» Material provided:
........
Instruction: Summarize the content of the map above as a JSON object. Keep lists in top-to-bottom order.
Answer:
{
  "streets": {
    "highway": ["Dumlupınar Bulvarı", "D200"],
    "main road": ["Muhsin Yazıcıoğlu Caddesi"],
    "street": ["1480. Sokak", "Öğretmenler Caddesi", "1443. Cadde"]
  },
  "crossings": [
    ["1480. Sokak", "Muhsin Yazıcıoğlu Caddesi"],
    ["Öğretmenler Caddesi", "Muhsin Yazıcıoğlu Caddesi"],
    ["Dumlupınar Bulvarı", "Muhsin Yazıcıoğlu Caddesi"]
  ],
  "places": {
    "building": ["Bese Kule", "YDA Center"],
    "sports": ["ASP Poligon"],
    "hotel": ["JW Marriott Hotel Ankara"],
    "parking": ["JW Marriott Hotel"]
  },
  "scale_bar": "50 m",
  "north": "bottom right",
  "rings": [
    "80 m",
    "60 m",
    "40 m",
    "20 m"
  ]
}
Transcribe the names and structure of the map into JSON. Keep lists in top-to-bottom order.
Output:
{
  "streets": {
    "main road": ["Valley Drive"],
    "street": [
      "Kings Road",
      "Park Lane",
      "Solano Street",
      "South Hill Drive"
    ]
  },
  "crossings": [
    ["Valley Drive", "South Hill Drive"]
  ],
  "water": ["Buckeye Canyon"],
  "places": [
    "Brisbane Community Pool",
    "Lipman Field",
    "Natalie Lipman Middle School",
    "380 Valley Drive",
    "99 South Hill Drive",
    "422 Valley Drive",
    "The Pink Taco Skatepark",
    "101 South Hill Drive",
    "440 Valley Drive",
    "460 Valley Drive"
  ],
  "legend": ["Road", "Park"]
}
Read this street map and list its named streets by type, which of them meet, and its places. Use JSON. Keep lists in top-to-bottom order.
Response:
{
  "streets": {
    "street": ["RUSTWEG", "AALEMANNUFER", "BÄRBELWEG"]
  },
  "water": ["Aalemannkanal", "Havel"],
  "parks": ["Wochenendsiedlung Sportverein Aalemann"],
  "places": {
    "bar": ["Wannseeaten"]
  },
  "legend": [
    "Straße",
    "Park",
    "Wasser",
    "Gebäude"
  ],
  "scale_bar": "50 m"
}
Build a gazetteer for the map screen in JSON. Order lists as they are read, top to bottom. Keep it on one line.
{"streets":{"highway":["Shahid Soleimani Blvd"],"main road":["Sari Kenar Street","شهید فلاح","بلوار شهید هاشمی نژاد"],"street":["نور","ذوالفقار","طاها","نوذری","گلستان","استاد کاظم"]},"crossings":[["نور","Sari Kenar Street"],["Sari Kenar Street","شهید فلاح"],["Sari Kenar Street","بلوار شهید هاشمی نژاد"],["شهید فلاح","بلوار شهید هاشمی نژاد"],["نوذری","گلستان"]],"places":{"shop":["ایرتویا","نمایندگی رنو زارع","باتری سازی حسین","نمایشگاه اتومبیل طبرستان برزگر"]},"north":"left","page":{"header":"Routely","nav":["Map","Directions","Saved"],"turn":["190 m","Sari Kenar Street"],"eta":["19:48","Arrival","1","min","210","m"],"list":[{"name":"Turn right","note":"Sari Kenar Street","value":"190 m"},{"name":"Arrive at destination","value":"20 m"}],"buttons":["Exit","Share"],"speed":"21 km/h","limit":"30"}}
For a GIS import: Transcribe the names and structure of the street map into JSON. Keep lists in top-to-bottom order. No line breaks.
........
» Instructions to follow:
Reproduce the listing above exactly, but only from its first line through the line holding "Read this street"; both of those lines are included.

» Output of the task:
Instruction: Summarize the content of the map above as a JSON object. Keep lists in top-to-bottom order.
Answer:
{
  "streets": {
    "highway": ["Dumlupınar Bulvarı", "D200"],
    "main road": ["Muhsin Yazıcıoğlu Caddesi"],
    "street": ["1480. Sokak", "Öğretmenler Caddesi", "1443. Cadde"]
  },
  "crossings": [
    ["1480. Sokak", "Muhsin Yazıcıoğlu Caddesi"],
    ["Öğretmenler Caddesi", "Muhsin Yazıcıoğlu Caddesi"],
    ["Dumlupınar Bulvarı", "Muhsin Yazıcıoğlu Caddesi"]
  ],
  "places": {
    "building": ["Bese Kule", "YDA Center"],
    "sports": ["ASP Poligon"],
    "hotel": ["JW Marriott Hotel Ankara"],
    "parking": ["JW Marriott Hotel"]
  },
  "scale_bar": "50 m",
  "north": "bottom right",
  "rings": [
    "80 m",
    "60 m",
    "40 m",
    "20 m"
  ]
}
Transcribe the names and structure of the map into JSON. Keep lists in top-to-bottom order.
Output:
{
  "streets": {
    "main road": ["Valley Drive"],
    "street": [
      "Kings Road",
      "Park Lane",
      "Solano Street",
      "South Hill Drive"
    ]
  },
  "crossings": [
    ["Valley Drive", "South Hill Drive"]
  ],
  "water": ["Buckeye Canyon"],
  "places": [
    "Brisbane Community Pool",
    "Lipman Field",
    "Natalie Lipman Middle School",
    "380 Valley Drive",
    "99 South Hill Drive",
    "422 Valley Drive",
    "The Pink Taco Skatepark",
    "101 South Hill Drive",
    "440 Valley Drive",
    "460 Valley Drive"
  ],
  "legend": ["Road", "Park"]
}
Read this street map and list its named streets by type, which of them meet, and its places. Use JSON. Keep lists in top-to-bottom order.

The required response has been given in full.